The first element will be a list of length numHeads*2, representing the output from the model. Since the output of the model will always have a dimension representing the batch size, and this function only returns the result of running a single sequence, the dimension representing the batch size is removed. In other words, running the model on a single example would give a logits output of shape (1 x output-length x num-tasks). But this function will remove that, so you will get an array of shape (output-length x numTasks) As with calling the model directly, the first numHeads elements are the logits arrays, and then come the logcounts for each head. You can pass the logits and logcounts values to utils.logitsToProfile to get your profile.
The second element will be the label you passed in with the original sequence.

Graphically:

( [<head-1-logits>, <head-2-logits>, ...
   <head-1-logcounts>, <head-2-logcounts>, ...
  ],
  label)

class bpreveal.utils.ThreadedBatchPredictor(modelFname, batchSize, start=False, numThreads=1)

Mirrors the API of the BachPredictor class, but predicts in a separate thread.

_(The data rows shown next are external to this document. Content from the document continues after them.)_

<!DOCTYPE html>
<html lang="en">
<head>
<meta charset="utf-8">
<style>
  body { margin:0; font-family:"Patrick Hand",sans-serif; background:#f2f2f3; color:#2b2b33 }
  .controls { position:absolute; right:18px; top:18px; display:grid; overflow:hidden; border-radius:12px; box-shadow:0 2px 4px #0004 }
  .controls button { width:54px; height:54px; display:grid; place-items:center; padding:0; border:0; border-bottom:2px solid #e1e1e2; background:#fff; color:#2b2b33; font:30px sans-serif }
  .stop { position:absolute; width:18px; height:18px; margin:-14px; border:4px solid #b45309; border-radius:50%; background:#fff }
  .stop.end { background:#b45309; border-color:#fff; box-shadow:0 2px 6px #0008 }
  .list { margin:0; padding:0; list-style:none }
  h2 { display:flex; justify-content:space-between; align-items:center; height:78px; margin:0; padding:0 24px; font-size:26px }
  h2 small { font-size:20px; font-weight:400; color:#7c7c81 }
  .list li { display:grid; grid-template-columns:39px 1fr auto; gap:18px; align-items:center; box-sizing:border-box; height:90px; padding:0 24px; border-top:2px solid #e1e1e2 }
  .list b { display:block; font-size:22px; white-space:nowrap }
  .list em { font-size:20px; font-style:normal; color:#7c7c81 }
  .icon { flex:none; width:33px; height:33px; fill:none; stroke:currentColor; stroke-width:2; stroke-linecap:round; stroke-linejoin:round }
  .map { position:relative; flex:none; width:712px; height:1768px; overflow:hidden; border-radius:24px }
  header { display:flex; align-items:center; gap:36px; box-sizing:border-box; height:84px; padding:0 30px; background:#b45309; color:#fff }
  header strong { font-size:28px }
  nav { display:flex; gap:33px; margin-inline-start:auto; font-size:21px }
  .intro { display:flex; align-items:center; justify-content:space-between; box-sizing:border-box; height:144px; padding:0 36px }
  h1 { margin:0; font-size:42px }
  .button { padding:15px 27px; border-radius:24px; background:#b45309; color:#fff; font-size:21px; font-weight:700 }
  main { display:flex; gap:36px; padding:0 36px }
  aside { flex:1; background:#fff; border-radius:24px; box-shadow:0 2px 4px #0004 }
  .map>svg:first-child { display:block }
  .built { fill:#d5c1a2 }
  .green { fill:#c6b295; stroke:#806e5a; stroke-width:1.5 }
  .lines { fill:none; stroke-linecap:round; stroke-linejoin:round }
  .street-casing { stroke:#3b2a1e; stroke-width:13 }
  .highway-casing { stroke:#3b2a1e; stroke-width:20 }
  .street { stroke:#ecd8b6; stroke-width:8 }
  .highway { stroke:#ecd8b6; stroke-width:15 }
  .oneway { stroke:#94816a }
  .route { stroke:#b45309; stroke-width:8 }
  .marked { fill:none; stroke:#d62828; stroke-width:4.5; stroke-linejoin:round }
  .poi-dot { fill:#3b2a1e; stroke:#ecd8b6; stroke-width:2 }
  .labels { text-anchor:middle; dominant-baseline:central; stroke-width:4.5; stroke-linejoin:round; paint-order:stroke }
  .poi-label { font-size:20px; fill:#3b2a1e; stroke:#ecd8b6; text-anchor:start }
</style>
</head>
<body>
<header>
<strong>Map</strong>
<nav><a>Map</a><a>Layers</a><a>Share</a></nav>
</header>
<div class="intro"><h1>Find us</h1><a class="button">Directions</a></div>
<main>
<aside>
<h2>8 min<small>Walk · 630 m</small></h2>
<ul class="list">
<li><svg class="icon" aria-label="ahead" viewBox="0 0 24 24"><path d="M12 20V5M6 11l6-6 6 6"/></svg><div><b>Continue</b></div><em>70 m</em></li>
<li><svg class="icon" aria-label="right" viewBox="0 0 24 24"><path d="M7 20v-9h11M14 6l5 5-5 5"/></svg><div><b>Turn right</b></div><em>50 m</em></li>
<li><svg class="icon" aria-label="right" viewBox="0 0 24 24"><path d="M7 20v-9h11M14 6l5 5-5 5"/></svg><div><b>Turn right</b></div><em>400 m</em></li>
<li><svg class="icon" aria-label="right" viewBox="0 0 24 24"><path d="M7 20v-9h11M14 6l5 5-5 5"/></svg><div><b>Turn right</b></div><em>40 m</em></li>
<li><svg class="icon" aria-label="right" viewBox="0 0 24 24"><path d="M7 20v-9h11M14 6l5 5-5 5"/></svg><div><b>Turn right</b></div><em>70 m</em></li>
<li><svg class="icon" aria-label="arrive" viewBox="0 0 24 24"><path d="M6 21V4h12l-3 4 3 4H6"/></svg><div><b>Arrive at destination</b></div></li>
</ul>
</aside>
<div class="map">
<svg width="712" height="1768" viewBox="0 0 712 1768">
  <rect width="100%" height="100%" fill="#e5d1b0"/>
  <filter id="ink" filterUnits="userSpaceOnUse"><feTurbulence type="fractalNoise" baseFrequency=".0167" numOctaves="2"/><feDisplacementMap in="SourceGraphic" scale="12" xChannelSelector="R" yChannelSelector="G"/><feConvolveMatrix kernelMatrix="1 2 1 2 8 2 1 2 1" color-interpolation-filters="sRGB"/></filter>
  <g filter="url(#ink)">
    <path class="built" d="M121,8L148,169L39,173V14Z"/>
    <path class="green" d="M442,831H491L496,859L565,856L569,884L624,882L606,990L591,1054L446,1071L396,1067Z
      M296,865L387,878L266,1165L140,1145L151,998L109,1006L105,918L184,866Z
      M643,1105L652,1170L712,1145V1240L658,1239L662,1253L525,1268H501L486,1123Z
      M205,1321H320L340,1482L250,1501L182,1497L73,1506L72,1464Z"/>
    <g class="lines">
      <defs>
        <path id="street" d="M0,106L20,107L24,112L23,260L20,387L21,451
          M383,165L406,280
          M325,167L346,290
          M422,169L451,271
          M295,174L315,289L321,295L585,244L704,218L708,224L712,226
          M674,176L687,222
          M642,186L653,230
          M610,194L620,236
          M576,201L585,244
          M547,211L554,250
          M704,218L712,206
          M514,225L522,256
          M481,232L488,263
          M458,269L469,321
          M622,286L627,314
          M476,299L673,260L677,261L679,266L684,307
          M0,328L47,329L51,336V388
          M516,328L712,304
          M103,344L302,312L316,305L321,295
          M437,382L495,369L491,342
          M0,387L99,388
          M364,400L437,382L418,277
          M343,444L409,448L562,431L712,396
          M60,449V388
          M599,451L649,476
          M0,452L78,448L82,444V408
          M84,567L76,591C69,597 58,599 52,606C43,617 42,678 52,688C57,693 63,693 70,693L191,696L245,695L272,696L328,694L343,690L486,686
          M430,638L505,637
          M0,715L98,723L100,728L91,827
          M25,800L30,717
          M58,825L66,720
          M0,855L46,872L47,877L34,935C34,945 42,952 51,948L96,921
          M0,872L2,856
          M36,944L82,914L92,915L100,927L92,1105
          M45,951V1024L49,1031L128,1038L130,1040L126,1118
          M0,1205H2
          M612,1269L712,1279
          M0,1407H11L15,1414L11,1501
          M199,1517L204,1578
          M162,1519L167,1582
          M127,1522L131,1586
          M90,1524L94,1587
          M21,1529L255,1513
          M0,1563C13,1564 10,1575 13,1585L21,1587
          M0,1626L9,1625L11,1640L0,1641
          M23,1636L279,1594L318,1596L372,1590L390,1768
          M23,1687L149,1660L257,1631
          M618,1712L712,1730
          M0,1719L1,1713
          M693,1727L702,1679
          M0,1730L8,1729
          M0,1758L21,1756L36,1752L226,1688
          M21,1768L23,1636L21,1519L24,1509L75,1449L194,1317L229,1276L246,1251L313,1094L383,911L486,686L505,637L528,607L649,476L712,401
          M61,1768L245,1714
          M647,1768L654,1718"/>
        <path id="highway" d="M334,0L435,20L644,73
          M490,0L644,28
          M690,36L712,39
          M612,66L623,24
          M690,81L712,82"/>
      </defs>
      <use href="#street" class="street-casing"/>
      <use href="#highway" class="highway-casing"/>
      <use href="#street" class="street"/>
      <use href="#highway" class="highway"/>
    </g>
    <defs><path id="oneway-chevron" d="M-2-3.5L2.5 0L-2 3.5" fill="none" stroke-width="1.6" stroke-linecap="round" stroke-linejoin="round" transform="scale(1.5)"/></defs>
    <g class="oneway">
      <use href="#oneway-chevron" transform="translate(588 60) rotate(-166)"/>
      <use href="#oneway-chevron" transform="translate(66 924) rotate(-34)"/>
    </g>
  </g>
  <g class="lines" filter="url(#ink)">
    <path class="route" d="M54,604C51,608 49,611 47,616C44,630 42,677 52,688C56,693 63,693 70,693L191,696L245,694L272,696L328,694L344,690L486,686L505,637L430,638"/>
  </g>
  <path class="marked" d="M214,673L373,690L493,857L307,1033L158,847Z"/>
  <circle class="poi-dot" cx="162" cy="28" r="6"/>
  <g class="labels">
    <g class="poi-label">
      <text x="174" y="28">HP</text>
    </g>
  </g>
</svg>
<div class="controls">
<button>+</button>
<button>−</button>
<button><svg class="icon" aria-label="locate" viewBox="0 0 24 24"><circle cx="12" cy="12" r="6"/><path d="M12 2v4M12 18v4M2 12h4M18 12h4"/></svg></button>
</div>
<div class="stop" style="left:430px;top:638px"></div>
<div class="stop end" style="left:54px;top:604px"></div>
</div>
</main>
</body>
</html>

This can give you a performance boost, and also lets you shut down the predictor thread when you don’t need it. Supports the with statement to only turn on the batcher when you’re using it, or you can leave it running in the background.

Usage examples:

predictor = utils.ThreadedBatchPredictor(modelFname, 64, start=True)
# Use as you would a normal batchPredictor
# When not needed any more:
predictor.stop()

Alternatively, you can use this as a context manager:

predictor = utils.ThreadedBatchPredictor(modelFname, 64, start=False)

with predictor:
    # use as a normal BatchPredictor.
# On leaving the context, the predictor is shut down.

The batcher guarantees that the order in which you get results is the same as the order you submitted them in, but this could change in the future!

Parameters:

modelFname (str) – The name of the model to use to make predictions.
batchSize (int) – The number of samples to calculate at once.
start (bool) – Should the predictor start right away?
numThreads (int) – How many predictors should be spawned?

start()

Spin up the batcher thread.

If you submit sequences without starting the batcher, this method will be called automatically (with a warning).

stop(): Shut down the processor thread.

clear(): Reset the batcher, emptying any queues and reloading the model.

submitOHE(sequence, label)

Submit a one-hot-encoded sequence.

Parameters:

sequence (ndarray[Any, dtype[uint8]]) – An (input-length x 4) ndarray containing the one-hot encoded sequence to predict.
label (Any) – Any object; it will be returned with the prediction.

Return type:

None

submitString(sequence, label)

Submit a given sequence for prediction.

Parameters:

sequence (str) – A string of length input-length
label (Any) – Any object. Label will be returned to you with the prediction.

Return type:

None

outputReady()

Is there any output ready for you?

Returns:: True if the batcher is sitting on results, and False otherwise.
Return type:: bool

empty()

Is it possible to getOutput()?

Returns:: True if predictions haven’t been made yet, but they would be made if you asked for output.
Return type:: bool

getOutput()

Get a single output.

Returns:: The model’s predictions.
Return type:: tuple[list[ LOGIT_AR_T , LOGCOUNT_T ], typing.Any]

Same semantics as BatchPredictor.getOutput.